#### Assigned task
Find the word "sans" in the records and copy every line where it occurs.

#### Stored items
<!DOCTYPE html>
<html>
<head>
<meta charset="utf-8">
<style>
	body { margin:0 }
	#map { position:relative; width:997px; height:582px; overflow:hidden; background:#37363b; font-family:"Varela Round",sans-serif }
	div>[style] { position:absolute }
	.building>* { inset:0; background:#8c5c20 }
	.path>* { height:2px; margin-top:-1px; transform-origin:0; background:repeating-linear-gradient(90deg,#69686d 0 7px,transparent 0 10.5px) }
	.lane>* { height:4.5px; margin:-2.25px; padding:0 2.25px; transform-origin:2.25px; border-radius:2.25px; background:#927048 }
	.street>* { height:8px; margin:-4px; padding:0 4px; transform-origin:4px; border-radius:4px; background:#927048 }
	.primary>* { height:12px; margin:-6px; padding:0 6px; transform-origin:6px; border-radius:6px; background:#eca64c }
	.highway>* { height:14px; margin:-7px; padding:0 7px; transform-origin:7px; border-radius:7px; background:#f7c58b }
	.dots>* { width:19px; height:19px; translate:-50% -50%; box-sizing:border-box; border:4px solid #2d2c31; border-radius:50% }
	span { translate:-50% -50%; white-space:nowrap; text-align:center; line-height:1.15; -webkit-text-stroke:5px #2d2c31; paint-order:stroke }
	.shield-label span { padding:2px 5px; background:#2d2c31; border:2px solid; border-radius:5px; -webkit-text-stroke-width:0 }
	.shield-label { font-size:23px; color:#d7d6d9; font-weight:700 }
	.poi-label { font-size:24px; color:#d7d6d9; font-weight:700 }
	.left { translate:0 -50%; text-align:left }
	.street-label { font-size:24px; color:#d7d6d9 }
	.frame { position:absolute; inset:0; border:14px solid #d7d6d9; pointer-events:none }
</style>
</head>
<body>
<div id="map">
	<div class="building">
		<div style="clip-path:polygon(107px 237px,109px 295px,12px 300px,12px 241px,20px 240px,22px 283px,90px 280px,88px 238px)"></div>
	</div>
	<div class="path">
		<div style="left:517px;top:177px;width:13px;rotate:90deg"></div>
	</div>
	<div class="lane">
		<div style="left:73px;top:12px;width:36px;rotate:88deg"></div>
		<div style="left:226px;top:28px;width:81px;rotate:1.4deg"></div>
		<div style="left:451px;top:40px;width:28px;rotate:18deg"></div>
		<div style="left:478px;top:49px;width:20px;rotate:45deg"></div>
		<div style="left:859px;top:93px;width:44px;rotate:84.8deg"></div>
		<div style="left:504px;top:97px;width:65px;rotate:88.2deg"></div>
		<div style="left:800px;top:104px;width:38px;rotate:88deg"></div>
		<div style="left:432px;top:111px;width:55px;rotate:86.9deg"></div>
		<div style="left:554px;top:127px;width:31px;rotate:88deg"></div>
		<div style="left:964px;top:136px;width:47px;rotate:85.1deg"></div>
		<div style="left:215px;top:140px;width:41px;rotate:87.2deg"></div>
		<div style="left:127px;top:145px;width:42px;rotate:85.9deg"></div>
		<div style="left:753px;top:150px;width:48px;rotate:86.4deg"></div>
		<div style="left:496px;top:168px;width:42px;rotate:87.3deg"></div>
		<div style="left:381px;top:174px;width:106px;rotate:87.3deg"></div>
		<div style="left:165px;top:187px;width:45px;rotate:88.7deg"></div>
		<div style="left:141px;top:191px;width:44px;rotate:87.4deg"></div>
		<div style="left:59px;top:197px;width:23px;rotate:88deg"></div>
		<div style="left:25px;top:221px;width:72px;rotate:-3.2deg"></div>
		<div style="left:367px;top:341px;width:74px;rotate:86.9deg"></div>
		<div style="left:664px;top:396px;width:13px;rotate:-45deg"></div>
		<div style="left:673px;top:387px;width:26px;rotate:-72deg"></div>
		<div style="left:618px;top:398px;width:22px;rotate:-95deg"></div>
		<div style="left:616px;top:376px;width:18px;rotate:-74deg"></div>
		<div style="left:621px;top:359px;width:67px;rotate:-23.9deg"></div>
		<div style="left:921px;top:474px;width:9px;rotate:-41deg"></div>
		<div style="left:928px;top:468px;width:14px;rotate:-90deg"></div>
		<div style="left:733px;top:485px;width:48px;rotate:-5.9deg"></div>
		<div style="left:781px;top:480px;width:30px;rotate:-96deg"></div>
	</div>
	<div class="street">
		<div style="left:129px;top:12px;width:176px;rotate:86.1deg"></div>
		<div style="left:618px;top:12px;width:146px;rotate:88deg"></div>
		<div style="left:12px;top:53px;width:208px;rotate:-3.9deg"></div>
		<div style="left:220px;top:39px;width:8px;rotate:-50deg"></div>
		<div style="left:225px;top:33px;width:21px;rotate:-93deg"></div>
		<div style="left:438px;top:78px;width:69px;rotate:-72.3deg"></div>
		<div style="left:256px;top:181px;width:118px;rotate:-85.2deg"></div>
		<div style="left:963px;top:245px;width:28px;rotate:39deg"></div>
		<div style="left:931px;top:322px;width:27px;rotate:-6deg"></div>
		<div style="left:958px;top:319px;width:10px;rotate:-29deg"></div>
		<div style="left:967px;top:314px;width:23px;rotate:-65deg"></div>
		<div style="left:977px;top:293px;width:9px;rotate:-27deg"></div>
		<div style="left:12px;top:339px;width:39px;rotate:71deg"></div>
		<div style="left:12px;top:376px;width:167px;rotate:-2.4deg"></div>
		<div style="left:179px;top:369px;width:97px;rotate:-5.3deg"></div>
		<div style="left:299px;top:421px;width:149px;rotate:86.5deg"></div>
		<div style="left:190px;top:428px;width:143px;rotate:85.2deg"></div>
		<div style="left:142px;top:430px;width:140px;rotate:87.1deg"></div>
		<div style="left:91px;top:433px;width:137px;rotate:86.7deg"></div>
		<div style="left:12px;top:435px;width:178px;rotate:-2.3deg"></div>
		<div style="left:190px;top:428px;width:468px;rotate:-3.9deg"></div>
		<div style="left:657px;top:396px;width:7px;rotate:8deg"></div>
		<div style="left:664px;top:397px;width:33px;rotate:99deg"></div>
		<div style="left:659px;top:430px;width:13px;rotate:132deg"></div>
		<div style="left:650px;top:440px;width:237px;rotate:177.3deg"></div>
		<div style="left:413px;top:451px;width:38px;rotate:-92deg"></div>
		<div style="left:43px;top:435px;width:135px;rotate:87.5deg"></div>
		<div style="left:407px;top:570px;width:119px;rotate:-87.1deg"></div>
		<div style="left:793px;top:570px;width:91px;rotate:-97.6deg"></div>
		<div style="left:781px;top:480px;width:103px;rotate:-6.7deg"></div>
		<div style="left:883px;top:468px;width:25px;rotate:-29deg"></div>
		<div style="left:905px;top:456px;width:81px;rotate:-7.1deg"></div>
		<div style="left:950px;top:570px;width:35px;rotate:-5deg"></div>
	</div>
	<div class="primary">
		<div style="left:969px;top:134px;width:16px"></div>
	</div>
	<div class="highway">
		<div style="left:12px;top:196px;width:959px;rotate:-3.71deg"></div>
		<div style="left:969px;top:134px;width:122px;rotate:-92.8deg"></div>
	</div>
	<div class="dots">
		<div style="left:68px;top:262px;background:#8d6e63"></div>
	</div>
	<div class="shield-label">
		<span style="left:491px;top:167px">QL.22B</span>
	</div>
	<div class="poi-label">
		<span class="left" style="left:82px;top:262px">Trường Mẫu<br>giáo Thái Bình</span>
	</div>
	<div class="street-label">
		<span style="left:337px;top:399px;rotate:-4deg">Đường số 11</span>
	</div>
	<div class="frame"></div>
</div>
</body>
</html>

* * *

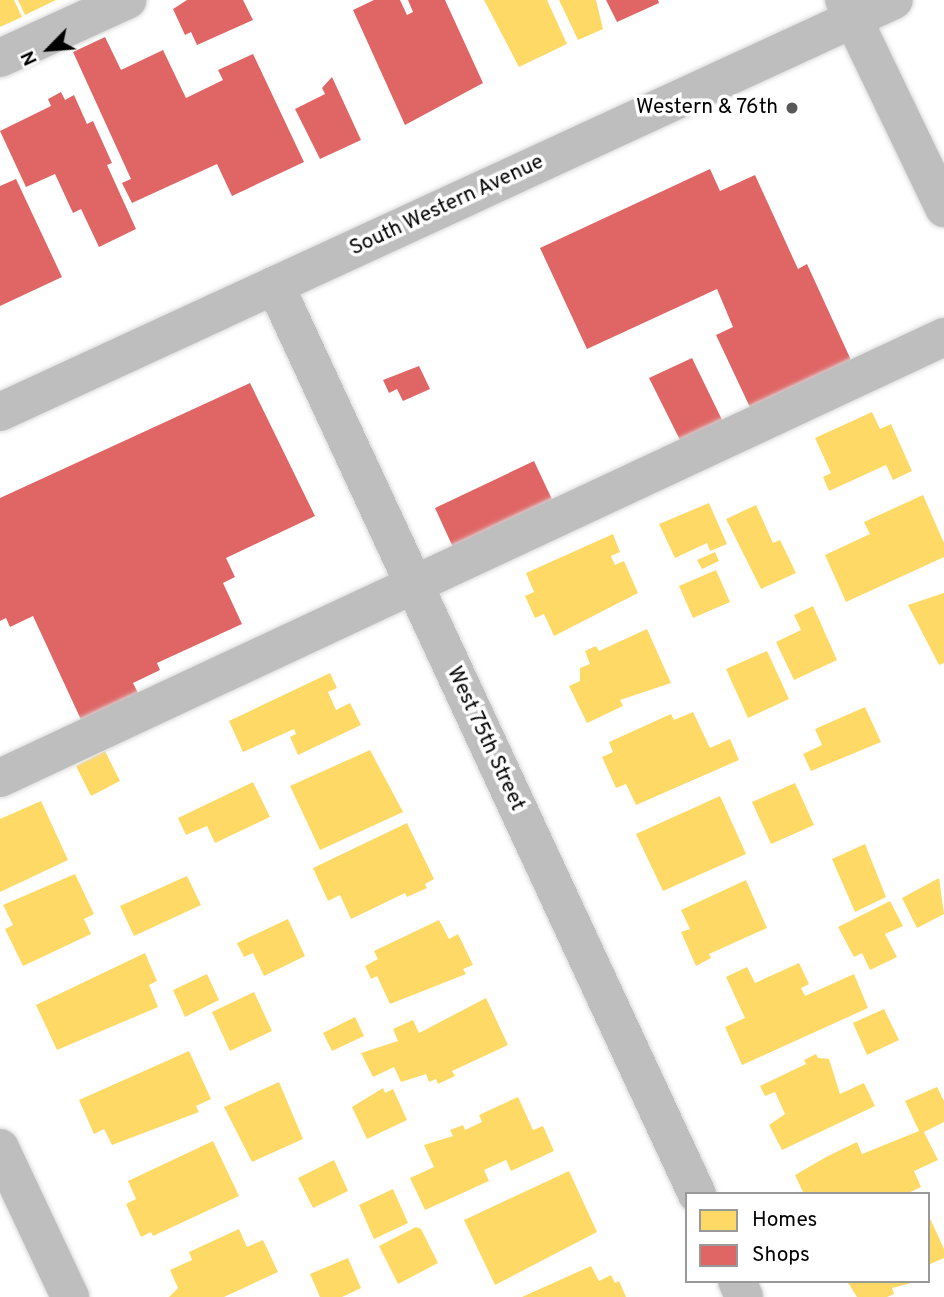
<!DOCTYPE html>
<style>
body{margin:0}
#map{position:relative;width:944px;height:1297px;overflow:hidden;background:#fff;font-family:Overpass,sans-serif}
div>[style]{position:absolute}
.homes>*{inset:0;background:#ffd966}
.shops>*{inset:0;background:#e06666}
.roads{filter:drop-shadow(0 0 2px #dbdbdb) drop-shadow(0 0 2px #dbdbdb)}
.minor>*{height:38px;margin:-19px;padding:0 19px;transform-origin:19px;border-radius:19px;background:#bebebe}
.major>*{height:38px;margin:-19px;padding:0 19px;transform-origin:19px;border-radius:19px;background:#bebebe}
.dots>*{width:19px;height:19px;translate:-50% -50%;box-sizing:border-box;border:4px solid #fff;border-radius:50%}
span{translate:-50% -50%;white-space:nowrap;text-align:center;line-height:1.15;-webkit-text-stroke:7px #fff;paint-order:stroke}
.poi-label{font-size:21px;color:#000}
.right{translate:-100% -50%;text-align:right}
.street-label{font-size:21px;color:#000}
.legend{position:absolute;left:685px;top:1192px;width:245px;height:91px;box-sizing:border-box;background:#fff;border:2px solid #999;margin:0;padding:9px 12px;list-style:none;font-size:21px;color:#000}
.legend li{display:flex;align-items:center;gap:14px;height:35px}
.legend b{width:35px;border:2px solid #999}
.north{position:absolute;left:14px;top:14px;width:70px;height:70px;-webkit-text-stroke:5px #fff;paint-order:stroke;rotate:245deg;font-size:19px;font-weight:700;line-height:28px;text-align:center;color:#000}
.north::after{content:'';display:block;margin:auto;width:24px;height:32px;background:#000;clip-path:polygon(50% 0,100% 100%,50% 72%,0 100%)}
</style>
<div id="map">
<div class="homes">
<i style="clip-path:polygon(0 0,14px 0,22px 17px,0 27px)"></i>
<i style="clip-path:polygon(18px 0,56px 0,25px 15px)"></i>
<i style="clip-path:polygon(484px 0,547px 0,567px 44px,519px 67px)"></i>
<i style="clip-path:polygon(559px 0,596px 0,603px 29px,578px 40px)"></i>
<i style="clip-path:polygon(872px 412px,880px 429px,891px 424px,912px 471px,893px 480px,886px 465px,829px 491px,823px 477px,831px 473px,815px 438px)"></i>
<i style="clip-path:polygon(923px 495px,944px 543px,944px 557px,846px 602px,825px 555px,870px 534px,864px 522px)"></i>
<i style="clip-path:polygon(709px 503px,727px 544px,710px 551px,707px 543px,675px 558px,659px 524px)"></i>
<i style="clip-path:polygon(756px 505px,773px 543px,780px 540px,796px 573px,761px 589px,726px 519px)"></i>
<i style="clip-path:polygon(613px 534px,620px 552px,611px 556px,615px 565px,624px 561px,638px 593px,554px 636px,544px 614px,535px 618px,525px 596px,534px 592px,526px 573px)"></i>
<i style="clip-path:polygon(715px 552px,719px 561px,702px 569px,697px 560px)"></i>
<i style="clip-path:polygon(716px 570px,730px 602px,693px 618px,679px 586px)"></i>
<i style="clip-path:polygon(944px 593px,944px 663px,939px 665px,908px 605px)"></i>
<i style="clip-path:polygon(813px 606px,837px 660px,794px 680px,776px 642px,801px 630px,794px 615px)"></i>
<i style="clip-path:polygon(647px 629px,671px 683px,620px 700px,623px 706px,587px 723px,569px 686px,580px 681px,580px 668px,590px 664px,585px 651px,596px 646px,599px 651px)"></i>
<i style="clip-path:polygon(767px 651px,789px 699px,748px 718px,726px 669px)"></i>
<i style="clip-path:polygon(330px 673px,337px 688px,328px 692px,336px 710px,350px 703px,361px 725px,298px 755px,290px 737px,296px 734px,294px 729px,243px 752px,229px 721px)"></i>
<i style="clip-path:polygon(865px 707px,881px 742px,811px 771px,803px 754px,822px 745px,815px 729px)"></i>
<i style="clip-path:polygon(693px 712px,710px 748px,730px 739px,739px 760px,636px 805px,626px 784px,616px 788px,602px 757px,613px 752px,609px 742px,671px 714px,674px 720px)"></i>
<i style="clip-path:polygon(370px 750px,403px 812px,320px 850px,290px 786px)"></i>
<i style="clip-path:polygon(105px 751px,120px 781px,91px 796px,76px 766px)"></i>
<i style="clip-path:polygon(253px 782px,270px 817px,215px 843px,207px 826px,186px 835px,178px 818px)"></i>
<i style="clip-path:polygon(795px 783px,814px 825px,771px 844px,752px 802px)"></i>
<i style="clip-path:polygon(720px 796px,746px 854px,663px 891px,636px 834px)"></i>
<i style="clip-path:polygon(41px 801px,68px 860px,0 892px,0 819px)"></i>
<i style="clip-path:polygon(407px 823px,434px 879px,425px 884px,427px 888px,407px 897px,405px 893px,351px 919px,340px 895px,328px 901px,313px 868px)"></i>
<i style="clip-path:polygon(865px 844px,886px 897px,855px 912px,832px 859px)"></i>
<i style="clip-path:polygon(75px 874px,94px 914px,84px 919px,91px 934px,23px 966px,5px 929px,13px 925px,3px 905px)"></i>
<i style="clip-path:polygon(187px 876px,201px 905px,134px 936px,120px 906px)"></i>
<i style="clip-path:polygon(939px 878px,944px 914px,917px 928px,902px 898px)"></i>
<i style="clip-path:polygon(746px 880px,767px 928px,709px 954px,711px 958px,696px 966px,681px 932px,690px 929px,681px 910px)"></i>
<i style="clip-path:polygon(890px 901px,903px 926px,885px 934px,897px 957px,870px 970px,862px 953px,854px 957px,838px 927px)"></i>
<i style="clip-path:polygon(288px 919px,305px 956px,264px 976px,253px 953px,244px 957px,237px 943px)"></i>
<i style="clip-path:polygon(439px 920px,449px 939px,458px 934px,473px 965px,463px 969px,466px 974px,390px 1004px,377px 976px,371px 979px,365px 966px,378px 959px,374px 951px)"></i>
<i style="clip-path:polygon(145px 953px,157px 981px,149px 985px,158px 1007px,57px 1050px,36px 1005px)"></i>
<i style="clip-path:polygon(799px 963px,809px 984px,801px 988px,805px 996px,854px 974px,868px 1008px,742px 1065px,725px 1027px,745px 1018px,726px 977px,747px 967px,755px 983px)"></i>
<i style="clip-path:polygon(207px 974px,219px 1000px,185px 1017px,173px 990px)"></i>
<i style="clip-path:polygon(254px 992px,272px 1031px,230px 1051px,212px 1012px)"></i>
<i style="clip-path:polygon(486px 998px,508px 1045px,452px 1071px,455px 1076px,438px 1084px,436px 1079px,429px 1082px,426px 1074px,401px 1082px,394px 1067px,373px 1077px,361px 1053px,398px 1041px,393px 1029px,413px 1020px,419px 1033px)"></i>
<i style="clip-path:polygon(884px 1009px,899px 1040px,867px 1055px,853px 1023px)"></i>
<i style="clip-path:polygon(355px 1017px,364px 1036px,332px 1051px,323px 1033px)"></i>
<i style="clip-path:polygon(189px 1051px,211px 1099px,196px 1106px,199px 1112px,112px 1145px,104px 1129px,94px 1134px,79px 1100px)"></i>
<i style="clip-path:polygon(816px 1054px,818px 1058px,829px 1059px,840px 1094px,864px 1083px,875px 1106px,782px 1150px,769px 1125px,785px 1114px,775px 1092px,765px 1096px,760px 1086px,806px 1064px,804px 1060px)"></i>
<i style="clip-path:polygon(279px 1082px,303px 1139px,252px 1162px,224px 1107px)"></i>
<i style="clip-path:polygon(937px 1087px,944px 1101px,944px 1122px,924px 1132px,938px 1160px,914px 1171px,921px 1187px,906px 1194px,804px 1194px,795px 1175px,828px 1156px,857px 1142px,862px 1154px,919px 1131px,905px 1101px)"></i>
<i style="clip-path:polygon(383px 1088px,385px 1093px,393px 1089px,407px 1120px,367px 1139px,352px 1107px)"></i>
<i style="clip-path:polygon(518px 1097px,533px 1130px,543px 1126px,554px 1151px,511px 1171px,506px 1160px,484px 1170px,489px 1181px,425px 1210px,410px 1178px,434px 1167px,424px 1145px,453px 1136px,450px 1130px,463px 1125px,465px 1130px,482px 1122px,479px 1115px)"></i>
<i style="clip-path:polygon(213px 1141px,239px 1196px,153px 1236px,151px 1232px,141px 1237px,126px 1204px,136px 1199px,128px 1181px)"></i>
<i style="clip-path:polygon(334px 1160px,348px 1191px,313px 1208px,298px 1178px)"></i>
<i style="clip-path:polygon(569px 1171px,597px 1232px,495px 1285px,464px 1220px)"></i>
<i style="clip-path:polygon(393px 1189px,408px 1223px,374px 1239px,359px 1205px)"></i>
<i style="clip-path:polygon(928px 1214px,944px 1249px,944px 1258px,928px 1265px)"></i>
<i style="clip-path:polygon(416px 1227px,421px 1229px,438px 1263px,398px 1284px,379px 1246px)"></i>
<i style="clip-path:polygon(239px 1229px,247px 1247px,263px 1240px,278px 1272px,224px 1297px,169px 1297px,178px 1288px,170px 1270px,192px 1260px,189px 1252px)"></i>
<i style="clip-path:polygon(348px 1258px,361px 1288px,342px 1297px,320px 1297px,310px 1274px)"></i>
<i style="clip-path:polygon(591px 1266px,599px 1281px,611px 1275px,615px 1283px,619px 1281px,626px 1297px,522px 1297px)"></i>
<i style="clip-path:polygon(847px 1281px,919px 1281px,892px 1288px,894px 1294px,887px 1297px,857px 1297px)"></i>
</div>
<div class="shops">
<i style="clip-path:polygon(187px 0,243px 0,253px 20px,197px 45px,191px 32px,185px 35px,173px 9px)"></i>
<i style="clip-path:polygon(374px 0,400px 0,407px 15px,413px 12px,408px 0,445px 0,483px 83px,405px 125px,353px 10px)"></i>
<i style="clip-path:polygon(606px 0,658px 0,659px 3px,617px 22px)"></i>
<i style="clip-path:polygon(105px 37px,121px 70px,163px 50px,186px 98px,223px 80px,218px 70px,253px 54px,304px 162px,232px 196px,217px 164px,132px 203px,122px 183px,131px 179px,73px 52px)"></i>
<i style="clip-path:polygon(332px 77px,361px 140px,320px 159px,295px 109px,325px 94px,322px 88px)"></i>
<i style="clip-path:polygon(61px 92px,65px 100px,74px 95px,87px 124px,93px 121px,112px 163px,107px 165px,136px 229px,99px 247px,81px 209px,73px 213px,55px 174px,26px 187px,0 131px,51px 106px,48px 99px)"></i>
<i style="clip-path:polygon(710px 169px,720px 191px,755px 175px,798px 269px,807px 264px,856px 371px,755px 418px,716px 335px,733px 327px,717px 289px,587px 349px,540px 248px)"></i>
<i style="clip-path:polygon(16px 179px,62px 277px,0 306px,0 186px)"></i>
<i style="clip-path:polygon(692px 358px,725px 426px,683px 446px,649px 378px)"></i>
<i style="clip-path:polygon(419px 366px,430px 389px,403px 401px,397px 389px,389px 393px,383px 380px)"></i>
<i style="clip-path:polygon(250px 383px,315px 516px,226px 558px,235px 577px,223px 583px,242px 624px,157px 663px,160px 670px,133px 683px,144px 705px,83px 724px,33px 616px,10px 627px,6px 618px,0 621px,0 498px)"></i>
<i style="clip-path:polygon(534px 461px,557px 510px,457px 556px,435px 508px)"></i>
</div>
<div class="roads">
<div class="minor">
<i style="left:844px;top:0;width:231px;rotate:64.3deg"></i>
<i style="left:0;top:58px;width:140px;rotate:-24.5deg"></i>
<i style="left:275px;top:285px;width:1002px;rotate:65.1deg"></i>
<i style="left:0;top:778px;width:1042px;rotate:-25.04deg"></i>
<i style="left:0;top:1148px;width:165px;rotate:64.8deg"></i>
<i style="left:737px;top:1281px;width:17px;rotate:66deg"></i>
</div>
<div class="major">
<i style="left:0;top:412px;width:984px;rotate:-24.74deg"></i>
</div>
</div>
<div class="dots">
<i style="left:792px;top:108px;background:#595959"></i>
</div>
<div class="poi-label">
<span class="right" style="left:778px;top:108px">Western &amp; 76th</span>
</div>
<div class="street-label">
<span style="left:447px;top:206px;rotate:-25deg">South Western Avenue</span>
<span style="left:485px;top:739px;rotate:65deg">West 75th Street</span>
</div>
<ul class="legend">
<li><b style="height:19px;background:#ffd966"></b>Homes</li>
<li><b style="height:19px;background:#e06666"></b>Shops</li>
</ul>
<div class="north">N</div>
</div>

#### Result of this exercise
	#map { position:relative; width:997px; height:582px; overflow:hidden; background:#37363b; font-family:"Varela Round",sans-serif }
#map{position:relative;width:944px;height:1297px;overflow:hidden;background:#fff;font-family:Overpass,sans-serif}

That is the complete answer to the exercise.